Patric Nottret : C'est malheureusement d'actualité. Constatés
encore assez récemment, ces actes de " biopiraterie "
sont pourtant peu connus du public. C'est une forme de criminalité
en col blanc qui peut générer d'immenses profits. Ce sont
des hold-hup commis sur le patrimoine de l'humanité. Ce qui est
peut-être prémonitoire dans Poison vert, c'est d'imaginer
que des vols de matériel génétique, dans des pays
pauvres, puissent un jour engendrer des meurtres ou des exterminations,
pour une poignée de feuilles vertes.
Le Club : Comment envisagez-vous l'avenir proche de notre planète,
écologiquement parlant ?
Patric Nottret : Pour certains, le monde est une simple marchandise,
qu'on peut piller sans vergogne pour le profit immédiat, et sans
se soucier des effets à long terme. Que vont-ils laisser à
nos enfants ? Heureusement, la prise en compte des problèmes de
l'environnement est aujourd'hui largement répandue, et il y a des
avancées dans ce domaine. Cependant, je pense qu'il est urgent.

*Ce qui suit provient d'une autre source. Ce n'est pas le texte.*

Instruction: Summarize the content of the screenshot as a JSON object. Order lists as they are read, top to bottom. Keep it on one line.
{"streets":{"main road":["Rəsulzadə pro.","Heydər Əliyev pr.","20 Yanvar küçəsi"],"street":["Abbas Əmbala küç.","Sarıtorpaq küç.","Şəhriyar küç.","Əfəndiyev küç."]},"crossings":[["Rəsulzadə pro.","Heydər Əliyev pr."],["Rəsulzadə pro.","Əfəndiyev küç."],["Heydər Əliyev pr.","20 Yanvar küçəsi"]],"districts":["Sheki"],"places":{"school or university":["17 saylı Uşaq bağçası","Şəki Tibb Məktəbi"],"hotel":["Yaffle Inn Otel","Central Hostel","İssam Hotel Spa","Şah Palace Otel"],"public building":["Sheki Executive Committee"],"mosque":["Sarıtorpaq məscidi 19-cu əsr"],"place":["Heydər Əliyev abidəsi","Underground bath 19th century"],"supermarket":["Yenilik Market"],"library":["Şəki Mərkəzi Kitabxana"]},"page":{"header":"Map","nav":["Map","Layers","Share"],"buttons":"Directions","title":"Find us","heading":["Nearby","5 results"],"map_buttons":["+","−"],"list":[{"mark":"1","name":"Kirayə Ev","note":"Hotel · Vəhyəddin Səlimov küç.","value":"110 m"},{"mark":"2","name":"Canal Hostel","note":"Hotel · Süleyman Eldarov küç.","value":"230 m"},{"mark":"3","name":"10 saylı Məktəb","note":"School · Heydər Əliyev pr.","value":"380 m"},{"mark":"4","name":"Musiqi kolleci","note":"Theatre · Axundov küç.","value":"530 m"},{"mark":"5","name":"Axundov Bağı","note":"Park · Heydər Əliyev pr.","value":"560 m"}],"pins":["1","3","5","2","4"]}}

que des gens extrêmement vigilants et formés s'occupent de
cette nouvelle criminalité. Comme le dit souvent mon détective,
Sénéchal, à ses collègues, en plagiant honteusement
Superman : "la planète a besoin de nous".Le Club : Comment
acquiert-on, pour un premier roman, la maîtrise extraordinaire dont
vous faites nécessaire à tout polar qui se respecte ?
Patric Nottret : Votre compliment me touche beaucoup. J'ai essayé
en tout cas de construire une intrigue originale. C'est effectivement
mon premier roman, mais j'ai déjà écrit de courtes
pièces radiophoniques : petits polars, pièces dialoguées
un peu loufoques. Cela m'a peut-être aidé pour le rythme,
et pour écrire les dialogues de mes personnages.
Le Club : Lorsque l'on signe un livre aussi singulier, est-ce le livre
d'une vie, ou le début d'une longue série?
Patric Nottret : Je dois reconnaître que je me suis beaucoup attaché
à mes personnages, et j'ai déjà envie de les retrouver.
Les crimes contre l'environnement ne vont pas, hélas, s'arrêter
demain. Ils vont même sans doute se multiplier et s'aggraver. Je
pense que Sénéchal et ses écoflics ont encore pas
mal de pain sur la planche.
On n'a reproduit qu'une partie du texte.